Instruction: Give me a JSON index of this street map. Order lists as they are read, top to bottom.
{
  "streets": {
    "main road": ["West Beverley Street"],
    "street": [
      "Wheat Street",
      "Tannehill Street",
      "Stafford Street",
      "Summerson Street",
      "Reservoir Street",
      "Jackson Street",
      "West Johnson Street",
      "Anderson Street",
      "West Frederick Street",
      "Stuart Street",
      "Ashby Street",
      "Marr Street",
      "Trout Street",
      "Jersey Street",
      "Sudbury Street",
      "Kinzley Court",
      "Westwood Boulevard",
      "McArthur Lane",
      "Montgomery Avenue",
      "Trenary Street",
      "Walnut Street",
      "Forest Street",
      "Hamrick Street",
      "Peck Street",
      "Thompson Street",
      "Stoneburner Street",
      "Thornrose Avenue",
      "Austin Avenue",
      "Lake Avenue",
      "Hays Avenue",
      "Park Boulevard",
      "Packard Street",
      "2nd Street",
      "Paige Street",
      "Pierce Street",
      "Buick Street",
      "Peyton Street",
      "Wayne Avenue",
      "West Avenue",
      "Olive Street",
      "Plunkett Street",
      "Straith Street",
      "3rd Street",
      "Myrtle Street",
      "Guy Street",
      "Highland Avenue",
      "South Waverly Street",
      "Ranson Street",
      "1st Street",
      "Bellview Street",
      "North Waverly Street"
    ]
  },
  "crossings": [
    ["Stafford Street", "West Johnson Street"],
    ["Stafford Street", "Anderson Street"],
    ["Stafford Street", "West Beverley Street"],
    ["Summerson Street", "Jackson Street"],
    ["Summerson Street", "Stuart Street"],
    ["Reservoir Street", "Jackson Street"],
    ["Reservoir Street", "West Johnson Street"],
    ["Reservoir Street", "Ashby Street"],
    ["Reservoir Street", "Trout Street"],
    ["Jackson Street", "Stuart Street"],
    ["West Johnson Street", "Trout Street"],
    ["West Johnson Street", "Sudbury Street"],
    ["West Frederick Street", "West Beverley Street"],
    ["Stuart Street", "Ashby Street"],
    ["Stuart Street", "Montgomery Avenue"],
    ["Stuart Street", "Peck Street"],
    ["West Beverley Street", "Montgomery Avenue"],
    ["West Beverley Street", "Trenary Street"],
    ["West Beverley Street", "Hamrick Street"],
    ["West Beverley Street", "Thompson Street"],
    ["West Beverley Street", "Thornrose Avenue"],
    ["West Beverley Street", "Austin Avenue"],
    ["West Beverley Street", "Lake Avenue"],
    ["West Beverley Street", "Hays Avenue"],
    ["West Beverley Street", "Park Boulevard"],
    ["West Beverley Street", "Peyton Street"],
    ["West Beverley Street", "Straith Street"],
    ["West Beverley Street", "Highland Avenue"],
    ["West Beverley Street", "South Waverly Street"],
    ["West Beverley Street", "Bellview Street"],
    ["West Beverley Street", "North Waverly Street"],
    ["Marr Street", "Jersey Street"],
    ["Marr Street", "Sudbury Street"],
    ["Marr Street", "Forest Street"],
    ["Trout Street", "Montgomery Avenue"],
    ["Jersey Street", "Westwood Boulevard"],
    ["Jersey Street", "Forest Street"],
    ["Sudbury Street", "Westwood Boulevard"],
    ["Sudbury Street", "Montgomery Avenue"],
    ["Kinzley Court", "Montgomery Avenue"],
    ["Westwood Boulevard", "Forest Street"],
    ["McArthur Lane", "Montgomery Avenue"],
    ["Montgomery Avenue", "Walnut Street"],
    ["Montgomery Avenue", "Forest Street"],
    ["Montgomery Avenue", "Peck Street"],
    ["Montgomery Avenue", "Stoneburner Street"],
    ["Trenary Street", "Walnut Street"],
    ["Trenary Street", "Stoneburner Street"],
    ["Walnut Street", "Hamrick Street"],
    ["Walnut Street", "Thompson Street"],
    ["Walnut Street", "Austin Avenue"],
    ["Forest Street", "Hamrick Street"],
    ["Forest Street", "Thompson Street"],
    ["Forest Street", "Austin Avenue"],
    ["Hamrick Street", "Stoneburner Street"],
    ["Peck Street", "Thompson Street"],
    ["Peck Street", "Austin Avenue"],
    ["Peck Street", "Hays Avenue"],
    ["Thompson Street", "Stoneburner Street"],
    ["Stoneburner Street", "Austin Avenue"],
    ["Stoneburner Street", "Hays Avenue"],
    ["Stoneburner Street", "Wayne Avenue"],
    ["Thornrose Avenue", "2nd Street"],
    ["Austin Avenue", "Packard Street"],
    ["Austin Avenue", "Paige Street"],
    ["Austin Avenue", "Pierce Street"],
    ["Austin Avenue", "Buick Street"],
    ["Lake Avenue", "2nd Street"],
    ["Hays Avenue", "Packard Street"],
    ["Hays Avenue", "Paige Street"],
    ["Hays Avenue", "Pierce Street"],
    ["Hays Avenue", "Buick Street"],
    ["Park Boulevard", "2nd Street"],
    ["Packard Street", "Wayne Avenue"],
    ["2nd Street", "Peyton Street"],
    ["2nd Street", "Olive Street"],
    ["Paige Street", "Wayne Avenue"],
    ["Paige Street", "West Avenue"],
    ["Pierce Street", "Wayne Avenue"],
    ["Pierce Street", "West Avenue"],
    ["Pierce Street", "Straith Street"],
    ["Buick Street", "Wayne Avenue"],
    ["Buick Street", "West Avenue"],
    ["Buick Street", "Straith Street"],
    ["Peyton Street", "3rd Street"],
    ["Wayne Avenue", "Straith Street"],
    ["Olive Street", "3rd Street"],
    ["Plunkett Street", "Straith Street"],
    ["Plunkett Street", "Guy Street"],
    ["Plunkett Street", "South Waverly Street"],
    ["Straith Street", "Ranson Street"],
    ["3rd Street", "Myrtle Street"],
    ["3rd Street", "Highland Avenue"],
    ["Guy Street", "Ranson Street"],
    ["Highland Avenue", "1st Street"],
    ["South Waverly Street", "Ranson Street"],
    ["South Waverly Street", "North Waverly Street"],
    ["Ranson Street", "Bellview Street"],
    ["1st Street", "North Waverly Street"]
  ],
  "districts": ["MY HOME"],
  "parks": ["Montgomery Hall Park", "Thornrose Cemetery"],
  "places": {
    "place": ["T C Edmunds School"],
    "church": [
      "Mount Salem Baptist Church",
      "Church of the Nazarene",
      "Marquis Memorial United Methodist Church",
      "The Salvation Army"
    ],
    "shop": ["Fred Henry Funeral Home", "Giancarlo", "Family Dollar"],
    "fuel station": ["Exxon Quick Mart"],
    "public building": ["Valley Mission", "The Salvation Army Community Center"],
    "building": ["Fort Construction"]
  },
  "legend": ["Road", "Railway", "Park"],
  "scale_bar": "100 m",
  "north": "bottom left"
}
★ ★ ★ ★ ★
A bare number is expected: how many lines above contain the word "Jackson"?

4